Try to steer clear of models that utilize galvanized steel, as these units rust quickly. Stainless steel units can be pricier than plastic or galvanized steel, but they tend to be the best of the trio.
Motor size is an essential component to consider, but you should also pay attention to the unit’s features. Other factors include:
- Brand: Various major brands manufacture garbage disposals. A couple of major brands include InSinkErator, Waste King, and Moen.
- Warranty: Most garbage disposals last for about 8 to 15 years. Warranties on the disposals usually extend between one and 10 years, depending on the specific model and brand. The average garbage disposal outlives the warranty it came with, so generally, it isn’t an issue. However, it doesn’t hurt to be covered.
- Noise level: Garbage disposals aren’t exactly known for their silence. However, some brands offer sound-dampening features to help minimize the noise.
- Septic system enzymatic reservoir: If you have a septic system, garbage disposals with this feature give your septic tank a hand, which helps keep the septic tank healthy with the extra enzyme treatment.
- Power cord included: Cheaper garbage disposals often come without a power cord. Although this isn’t a problem, keep in mind you’ll need to buy one for the system, which is usually around $15. Some models are direct-wire professionally installed models that require an electrician to connect it to your electrical system.

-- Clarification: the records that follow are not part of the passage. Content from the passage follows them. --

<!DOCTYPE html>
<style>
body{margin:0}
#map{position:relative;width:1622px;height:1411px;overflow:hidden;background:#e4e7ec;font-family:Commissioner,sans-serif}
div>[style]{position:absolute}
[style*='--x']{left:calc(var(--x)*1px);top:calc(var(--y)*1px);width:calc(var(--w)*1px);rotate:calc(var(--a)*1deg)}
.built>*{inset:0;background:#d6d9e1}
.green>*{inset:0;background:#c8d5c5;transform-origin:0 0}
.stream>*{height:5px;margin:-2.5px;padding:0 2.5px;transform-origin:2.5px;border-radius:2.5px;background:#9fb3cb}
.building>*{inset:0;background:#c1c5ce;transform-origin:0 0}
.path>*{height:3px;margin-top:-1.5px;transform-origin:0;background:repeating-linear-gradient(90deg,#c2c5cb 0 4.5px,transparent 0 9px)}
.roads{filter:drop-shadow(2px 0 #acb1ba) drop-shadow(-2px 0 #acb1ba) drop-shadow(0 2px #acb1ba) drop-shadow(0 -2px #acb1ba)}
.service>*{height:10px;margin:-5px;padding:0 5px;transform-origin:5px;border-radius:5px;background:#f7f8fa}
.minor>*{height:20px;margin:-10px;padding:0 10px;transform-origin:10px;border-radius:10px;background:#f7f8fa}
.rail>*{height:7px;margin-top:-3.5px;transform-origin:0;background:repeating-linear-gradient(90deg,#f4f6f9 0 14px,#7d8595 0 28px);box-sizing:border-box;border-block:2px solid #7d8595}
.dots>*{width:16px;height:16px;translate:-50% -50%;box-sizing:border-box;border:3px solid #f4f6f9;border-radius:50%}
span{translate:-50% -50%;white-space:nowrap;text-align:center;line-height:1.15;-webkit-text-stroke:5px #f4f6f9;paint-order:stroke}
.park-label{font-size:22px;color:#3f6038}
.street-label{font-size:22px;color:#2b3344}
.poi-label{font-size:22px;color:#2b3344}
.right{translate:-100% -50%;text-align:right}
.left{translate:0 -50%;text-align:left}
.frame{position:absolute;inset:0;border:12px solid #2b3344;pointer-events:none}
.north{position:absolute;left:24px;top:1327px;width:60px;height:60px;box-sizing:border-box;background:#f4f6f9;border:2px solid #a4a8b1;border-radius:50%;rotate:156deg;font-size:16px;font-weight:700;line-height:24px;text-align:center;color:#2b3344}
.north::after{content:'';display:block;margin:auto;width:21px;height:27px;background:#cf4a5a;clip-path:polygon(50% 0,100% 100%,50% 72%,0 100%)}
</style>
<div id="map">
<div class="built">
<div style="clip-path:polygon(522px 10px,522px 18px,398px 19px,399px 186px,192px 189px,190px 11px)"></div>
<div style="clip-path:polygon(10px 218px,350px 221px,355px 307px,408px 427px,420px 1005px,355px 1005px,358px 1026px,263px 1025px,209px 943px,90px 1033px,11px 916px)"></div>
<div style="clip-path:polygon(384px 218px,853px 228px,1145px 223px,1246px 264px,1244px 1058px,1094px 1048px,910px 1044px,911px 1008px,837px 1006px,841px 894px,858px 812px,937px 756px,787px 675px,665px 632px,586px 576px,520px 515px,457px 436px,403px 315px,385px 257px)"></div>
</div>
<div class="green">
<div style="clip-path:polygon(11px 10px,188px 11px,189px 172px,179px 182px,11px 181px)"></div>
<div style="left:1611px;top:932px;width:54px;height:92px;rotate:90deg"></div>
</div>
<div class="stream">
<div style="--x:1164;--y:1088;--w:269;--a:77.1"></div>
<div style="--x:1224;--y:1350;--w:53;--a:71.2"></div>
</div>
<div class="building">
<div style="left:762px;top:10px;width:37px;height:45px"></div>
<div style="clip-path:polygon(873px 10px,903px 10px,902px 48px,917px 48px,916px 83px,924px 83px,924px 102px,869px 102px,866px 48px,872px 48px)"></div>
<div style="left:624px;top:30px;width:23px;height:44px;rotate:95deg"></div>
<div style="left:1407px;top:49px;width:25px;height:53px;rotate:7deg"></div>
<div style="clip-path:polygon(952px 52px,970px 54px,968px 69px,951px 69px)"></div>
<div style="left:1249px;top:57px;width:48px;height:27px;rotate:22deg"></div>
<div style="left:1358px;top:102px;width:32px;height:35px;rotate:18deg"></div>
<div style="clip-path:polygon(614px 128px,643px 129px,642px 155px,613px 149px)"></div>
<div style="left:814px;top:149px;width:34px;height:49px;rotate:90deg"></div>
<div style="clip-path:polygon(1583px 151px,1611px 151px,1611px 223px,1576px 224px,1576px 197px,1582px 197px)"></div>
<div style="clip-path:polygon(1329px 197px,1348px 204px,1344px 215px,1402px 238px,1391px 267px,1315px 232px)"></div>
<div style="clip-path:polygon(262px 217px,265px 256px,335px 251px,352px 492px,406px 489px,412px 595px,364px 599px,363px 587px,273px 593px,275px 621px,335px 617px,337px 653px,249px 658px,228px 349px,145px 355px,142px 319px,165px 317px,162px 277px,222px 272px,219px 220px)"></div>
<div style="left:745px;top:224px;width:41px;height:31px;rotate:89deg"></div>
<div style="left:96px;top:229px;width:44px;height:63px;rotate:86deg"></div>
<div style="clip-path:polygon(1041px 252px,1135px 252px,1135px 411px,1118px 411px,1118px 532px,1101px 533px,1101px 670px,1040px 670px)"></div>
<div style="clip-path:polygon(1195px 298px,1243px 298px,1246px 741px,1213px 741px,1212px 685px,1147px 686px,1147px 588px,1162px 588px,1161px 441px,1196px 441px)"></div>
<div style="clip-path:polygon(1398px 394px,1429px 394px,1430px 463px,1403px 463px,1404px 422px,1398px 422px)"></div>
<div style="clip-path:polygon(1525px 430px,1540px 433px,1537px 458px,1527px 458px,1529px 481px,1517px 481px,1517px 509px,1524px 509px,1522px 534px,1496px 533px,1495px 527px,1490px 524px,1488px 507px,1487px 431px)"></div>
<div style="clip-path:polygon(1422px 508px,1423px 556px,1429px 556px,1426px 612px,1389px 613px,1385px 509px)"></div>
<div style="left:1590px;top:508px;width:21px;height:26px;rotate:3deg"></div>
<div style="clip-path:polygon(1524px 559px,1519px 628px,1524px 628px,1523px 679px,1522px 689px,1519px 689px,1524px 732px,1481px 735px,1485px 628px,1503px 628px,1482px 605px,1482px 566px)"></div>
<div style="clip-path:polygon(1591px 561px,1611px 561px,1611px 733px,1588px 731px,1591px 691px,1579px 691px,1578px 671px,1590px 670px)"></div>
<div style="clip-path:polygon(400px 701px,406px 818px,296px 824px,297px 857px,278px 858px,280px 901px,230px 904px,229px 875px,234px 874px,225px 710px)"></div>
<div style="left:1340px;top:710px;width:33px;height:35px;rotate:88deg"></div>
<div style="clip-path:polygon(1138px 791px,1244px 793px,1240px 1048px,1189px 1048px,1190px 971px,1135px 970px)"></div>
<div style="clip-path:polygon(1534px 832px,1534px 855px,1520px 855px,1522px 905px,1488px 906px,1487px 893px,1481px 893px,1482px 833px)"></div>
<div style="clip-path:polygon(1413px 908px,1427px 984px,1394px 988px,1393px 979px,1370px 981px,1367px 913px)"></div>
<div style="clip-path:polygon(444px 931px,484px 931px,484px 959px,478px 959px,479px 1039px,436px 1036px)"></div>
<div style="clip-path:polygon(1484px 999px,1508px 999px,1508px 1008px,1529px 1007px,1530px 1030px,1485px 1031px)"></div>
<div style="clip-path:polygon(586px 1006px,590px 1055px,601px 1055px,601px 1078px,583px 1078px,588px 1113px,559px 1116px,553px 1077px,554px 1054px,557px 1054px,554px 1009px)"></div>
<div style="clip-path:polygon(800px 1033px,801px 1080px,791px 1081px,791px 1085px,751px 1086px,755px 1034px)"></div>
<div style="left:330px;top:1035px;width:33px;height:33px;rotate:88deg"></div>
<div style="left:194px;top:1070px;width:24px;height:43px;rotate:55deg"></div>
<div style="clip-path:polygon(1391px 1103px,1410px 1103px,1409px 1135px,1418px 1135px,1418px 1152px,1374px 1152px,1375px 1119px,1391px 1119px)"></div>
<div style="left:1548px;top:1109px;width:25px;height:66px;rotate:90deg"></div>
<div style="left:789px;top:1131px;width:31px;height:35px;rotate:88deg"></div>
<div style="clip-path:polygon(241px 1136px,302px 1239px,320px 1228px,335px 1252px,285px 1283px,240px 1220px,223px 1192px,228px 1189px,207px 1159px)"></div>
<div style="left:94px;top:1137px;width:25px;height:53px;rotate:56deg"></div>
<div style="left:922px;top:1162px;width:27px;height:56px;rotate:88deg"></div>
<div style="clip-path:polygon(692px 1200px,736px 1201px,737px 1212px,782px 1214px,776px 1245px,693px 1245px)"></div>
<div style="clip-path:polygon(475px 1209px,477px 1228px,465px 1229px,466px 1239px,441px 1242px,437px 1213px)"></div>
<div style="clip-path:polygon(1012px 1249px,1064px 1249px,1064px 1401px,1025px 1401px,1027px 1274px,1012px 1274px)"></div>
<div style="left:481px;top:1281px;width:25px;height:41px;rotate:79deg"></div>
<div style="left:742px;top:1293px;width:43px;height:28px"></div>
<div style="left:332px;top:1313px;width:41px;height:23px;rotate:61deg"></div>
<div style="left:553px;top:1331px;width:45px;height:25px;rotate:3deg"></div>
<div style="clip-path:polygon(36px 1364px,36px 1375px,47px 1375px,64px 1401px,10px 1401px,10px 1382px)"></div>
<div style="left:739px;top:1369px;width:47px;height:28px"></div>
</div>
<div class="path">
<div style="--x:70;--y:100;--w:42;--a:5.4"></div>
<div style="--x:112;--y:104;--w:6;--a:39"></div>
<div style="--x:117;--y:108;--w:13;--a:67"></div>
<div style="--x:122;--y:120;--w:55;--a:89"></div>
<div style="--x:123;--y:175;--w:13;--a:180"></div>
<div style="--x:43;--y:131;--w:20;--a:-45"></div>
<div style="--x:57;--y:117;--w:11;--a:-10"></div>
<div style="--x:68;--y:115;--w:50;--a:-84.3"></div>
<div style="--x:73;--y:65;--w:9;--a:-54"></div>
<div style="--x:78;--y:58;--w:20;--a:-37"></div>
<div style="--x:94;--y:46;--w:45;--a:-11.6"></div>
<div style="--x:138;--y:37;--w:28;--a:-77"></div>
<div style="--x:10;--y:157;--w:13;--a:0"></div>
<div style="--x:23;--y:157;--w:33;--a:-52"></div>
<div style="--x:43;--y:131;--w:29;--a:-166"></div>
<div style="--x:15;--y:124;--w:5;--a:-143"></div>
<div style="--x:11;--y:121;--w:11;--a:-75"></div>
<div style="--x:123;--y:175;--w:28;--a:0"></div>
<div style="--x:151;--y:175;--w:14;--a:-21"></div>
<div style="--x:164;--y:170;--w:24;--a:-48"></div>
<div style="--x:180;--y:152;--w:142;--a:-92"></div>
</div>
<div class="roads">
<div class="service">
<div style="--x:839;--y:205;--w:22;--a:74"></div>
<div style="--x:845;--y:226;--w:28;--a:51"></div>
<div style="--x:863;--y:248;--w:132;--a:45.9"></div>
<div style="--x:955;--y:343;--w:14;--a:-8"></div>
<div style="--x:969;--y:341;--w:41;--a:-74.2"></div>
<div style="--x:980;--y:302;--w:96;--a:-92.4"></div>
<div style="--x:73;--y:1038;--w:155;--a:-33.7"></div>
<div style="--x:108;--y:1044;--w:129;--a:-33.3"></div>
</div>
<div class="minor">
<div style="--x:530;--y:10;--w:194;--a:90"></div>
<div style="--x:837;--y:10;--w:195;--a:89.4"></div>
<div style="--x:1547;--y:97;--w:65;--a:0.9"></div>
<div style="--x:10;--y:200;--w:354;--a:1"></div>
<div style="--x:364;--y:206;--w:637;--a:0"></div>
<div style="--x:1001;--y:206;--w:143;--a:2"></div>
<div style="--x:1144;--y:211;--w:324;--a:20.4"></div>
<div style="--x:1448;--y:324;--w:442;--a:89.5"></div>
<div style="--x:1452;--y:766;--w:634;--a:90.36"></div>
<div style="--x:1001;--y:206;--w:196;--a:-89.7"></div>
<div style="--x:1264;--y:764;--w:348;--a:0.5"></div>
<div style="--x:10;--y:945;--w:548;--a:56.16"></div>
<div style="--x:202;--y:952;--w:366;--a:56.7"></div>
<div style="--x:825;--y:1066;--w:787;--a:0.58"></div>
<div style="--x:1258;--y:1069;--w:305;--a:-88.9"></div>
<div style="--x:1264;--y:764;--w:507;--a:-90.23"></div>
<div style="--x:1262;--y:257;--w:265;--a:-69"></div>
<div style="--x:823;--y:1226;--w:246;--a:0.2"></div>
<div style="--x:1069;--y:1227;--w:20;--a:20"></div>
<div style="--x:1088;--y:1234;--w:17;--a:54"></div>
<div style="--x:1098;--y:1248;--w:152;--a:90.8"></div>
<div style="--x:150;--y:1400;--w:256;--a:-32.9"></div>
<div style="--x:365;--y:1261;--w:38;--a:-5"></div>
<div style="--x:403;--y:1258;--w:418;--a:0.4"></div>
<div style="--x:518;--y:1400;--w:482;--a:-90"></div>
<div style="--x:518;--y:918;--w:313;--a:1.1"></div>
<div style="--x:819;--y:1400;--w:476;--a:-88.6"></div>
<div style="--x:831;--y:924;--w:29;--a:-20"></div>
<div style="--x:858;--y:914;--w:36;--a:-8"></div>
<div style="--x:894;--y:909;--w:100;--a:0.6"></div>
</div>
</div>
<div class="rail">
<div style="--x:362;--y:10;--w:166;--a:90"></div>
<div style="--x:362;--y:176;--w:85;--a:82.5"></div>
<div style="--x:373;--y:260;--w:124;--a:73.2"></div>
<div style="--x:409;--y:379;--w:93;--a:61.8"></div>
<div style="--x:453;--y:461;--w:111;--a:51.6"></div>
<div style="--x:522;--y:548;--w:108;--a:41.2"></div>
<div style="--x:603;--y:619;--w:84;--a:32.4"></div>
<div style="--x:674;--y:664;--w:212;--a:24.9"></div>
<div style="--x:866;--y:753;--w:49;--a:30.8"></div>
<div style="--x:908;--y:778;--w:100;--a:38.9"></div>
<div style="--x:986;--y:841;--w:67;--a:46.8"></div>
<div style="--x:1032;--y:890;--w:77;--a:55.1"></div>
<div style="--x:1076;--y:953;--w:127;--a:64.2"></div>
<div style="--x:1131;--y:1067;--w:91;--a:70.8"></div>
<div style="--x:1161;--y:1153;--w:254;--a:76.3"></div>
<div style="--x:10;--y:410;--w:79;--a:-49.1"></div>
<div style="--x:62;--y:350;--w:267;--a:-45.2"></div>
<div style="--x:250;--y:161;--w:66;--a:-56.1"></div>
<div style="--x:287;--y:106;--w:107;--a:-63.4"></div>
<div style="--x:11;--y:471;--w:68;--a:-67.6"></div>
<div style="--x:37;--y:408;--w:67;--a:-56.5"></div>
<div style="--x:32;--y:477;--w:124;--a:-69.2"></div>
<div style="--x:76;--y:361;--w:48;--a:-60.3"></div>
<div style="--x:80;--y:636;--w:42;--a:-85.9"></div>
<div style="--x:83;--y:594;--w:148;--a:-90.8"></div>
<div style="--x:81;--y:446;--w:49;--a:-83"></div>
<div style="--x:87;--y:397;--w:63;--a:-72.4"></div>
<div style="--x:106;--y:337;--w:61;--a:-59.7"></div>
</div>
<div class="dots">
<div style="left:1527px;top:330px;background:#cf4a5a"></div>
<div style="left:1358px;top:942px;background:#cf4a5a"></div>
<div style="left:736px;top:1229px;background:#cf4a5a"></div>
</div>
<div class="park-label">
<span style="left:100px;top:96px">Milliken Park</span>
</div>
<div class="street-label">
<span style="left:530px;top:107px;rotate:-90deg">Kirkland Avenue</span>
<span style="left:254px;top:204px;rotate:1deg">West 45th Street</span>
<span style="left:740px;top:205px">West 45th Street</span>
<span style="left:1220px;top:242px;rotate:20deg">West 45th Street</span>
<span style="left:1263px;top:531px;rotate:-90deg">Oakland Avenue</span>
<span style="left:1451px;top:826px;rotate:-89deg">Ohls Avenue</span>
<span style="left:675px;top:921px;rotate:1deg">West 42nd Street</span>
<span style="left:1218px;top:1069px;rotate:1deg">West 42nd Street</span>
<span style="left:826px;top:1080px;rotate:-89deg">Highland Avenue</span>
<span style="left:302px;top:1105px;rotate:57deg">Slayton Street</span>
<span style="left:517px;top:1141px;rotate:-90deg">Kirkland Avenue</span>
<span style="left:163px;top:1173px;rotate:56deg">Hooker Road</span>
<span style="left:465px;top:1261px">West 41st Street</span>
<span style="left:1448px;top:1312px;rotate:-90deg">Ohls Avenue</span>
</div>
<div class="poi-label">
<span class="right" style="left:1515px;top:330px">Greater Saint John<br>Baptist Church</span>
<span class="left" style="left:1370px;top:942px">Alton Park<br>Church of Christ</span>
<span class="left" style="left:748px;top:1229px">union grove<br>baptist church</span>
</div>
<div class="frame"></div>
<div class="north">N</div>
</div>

Another major consideration is the type of model you want. There are two types of garbage disposals: batch feed and continuous feed. With a continuous feed model, you can continually scrape food scraps into the drain while the switch is on. You can actively run cold water down the drain while running the system to ensure everything moves smoothly.
On the other hand, with a batch feed disposal, you need to have a special magnetic plug in place before the disposal will work.
Generally, batch feed models come with higher horsepower, which translates to a higher cost. Of course, you can find continuous feed models with high horsepower, but they may be cheaper than their batch feed counterpart.
So, Which One Should I Buy?
Both garbage disposal sizes, the ½ hp and ¾ hp, have their place. While they’re usually not suitable for all scenarios, they work well in specific cases. Ultimately, the best option for you comes down to your personal scenario, which includes factors like the size of your household, your budget, available installation space, and features you’re looking for.